What are the timings?
Followers of the three-hour diet eat breakfast at 7am, a 100-calorie snack three hours later at 10am, followed by lunch three hours later at 1pm. After that, there is another 100-calorie snack at 3pm, followed by dinner three hours later. Soon after dinner you can enjoy a small 50-calorie treat – which should be the last thing you eat before bed. You must not, under any circumstances, eat anything during the three hours before bed time.

What foods are included?
No food is banned from the diet as such - but you must watch your portions. Cruise suggests picturing an average nine-inch dinner plate. On it are four items: carbohydrate, protein, fat, and fruit and vegetables. The carbohydrate portion should be no bigger than a Rubik's cube, the protein (chicken, cheese, eggs) no bigger than a deck of playing cards, the fat (salad dressing or olive oil) no bigger than the cap of a water bottle, and the fruit or vegetables about the same size as three DVD cases. Use this technique and each meal should contain around 400 calories according to Cruise.

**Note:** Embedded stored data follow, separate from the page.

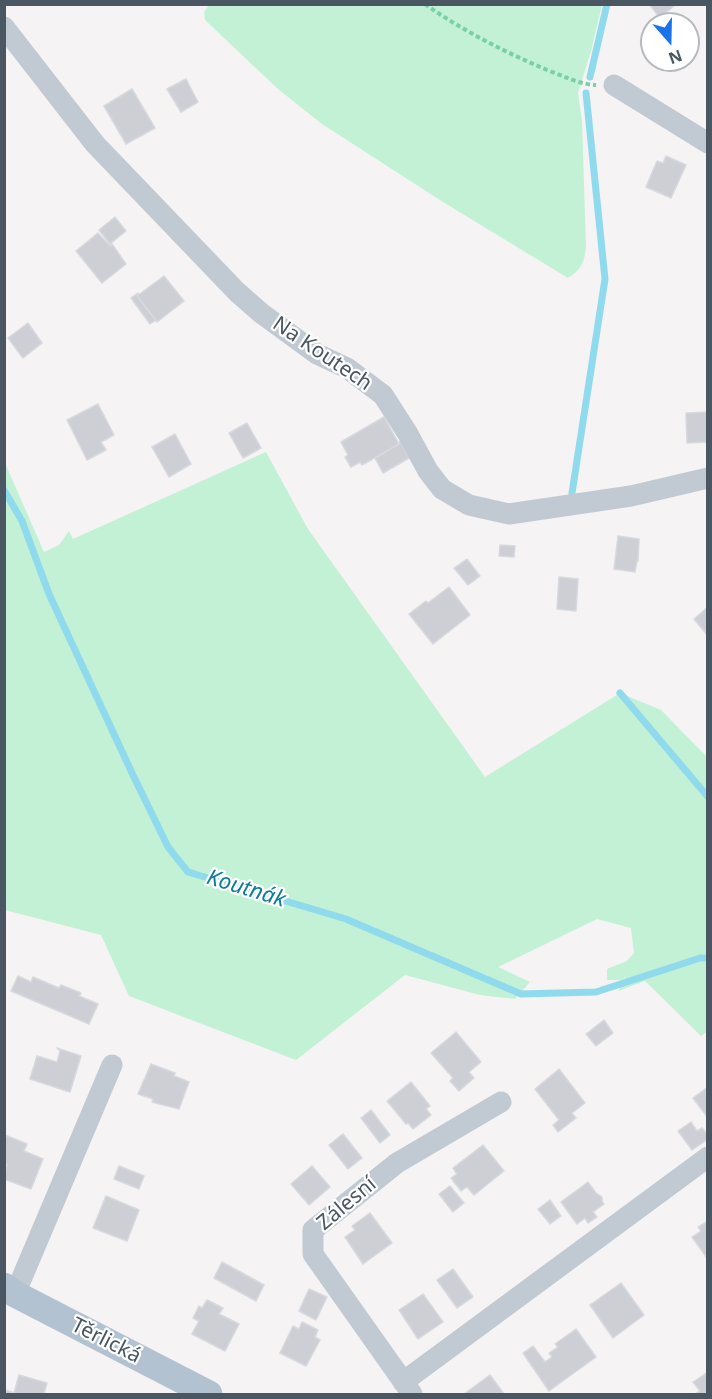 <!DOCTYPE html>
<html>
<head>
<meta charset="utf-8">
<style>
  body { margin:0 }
  #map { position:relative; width:712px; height:1399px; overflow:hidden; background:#f5f3f3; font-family:"Noto Sans",sans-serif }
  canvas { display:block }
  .frame { position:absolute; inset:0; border:6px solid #4a5661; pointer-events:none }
  .north { position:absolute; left:640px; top:12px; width:60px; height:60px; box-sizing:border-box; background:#fff; border:2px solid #b7bbc0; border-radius:50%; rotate:160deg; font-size:16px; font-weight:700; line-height:24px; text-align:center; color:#4a5661 }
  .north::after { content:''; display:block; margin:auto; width:21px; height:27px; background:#1a73e8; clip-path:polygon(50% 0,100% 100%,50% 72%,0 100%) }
</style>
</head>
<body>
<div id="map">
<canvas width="712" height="1399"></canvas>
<div class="frame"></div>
<div class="north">N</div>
</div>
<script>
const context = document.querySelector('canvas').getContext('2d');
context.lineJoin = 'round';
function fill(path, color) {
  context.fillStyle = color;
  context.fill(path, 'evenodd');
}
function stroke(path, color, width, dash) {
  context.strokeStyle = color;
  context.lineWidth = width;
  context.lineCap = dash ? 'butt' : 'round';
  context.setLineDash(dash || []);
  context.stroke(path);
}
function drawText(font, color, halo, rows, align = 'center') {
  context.font = font + ' "Noto Sans",sans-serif';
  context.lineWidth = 4.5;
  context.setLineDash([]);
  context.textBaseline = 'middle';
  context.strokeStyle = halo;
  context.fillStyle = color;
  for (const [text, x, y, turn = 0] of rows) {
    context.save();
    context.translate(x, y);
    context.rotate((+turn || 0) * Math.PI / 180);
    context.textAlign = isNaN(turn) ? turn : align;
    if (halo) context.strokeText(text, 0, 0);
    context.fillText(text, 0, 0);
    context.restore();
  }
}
fill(new Path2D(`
  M209 5H602L591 51 578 93 582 121 586 248C584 263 581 270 568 278L443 202 322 124 278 89 205 20 204 12Z
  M266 452 308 529 485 777 620 693 661 710 707 757 708 1031 701 1036 645 981 618 991 626 976 622 980H607V969L627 961 634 953 631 928 597 919 498 967 530 982 515 999 480 995 405 975 296 1060 129 996 101 935 5 910V463L44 552 59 545 69 531 73 539Z`), '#c3f1d5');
stroke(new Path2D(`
  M590 77 607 4
  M4 490 22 521 49 594 132 773 168 847 188 872 346 919 521 994 596 992 700 958H708
  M572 493 605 279 586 93
  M620 693 708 797`), '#90daee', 7);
const building = new Path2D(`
  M649 4H676L660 18Z
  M186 79 198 102 181 112 167 89Z
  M132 89 155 128 126 144 104 106Z
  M666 156 686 165 671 198 646 187 657 161 663 163Z
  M115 217 126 231 110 244 99 230Z
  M98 233 110 246 112 244 126 264 102 283 76 251Z
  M164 276 184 301 157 322 137 296Z
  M138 293 137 296 156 320 150 324 131 298Z
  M28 323 42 343 23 358 8 338Z
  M98 404 114 435 101 442 106 450 87 460 67 420Z
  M708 412V442L687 443 686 413Z
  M384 417 399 444 362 465 360 462 351 467 345 457 348 455 341 442Z
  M247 423 261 448 243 458 229 433Z
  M175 434 191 464 169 477 152 447Z
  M400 441 409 458 383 473 375 458 399 444Z
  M618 536 639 539 638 561H637L635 572 614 569Z
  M500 545 515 546 514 557 499 556Z
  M467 559 480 576 468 585 454 568Z
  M559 577 578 579 576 611 557 609Z
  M449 587 470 615 433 644 409 614 426 601 428 603Z
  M708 607V636L694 619Z
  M18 976 31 982 33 977 59 988 61 985 81 993 79 996 98 1004 89 1024 11 991Z
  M604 1020 613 1033 596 1046 586 1034Z
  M456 1032 481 1062 469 1072 474 1078 459 1091 450 1081 453 1078 431 1053Z
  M57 1048 81 1056 70 1092 30 1079 37 1056 57 1062 60 1051Z
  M151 1064 175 1073 174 1076 189 1082 179 1109 152 1102 153 1099 138 1094Z
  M559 1069 585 1103 572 1113 576 1118 558 1132 553 1125 559 1120 535 1089Z
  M411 1082 430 1106 426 1109 431 1115 413 1129 408 1123 406 1124 387 1101Z
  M708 1087V1118L693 1098Z
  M371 1110 390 1135 380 1143 361 1118Z
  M691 1122 697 1131 702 1128 708 1135V1139L692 1150 678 1131Z
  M343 1134 362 1158 348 1169 329 1145Z
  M5 1135 27 1144 24 1151 43 1159 31 1189 4 1179 7 1164 4 1163Z
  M483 1145 504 1171 474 1195 467 1187 461 1191 451 1178 457 1174 453 1168Z
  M119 1166 144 1176 139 1189 114 1179Z
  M312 1166 330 1187 309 1205 291 1184Z
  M588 1182 596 1193 602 1197V1201L604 1204 593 1212 597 1217 588 1223 585 1218 577 1224 561 1202Z
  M450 1186 464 1203 453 1212 439 1194Z
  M106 1196 139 1210 127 1241 93 1228Z
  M550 1200 561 1216 550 1224 538 1209Z
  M370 1213 392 1243 363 1264 345 1237 355 1230 352 1226Z
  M708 1221V1257L707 1258 692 1237 701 1231 698 1227Z
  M222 1262 264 1285 256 1301 214 1278Z
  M453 1269 473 1297 457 1308 437 1280Z
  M621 1283 644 1315 613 1338 590 1305Z
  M309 1289 327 1297 316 1320 299 1311Z
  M423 1294 443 1322 418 1339 399 1310Z
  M207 1300 223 1308 219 1314 239 1324 225 1351 192 1334 199 1321 193 1318 199 1306 202 1308Z
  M302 1322 318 1330 315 1337 320 1340 306 1366 280 1353 293 1326 299 1329Z
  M576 1329 596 1357 549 1391 523 1353 533 1346 545 1362 552 1357 549 1353 558 1347 555 1344Z
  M708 1372V1394H695L700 1391 693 1382Z
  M19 1375 47 1383 44 1394H5L6 1390 14 1393Z
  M490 1375 504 1394H464Z`);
fill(building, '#cdcfd5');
stroke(building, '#d7d9de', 1.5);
stroke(new Path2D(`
  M425 4C463 31 505 52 547 70 564 76 578 84 596 85`), '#7ad0a6', 4, [4.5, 3]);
stroke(new Path2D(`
  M4 27 95 144 237 292 261 313 317 354 347 368 383 395 408 434 428 471 442 489 469 505 509 514 631 496 708 478
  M614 85 708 143
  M15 1294 112 1065
  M403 1382 708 1157
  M412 1394 313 1254V1230L397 1163 501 1102`), '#c1cad2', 21);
stroke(new Path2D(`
  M4 1286 15 1294 209 1394`), '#b3c2d1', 27);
drawText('21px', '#4a5661', '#fff', [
  ["Na Koutech",322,354,34],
  ["Zálesní",347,1204,-40],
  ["Těrlická",106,1341,27]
]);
drawText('italic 22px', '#0c7c9b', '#fff', [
  ["Koutnák",246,889,17]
]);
</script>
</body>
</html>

Will the diet work for me?
If you find it hard to control your snacks, this diet will only increase your opportunities to overeat. However, if you have a big appetite, this could be an ideal plan, as it allows you to keep blood sugars steady and keep hunger at bay. As with any diet plan, it comes down to calories in versus calories out – if you exercise more frequently and control your calorie intake you should eventually lose weight.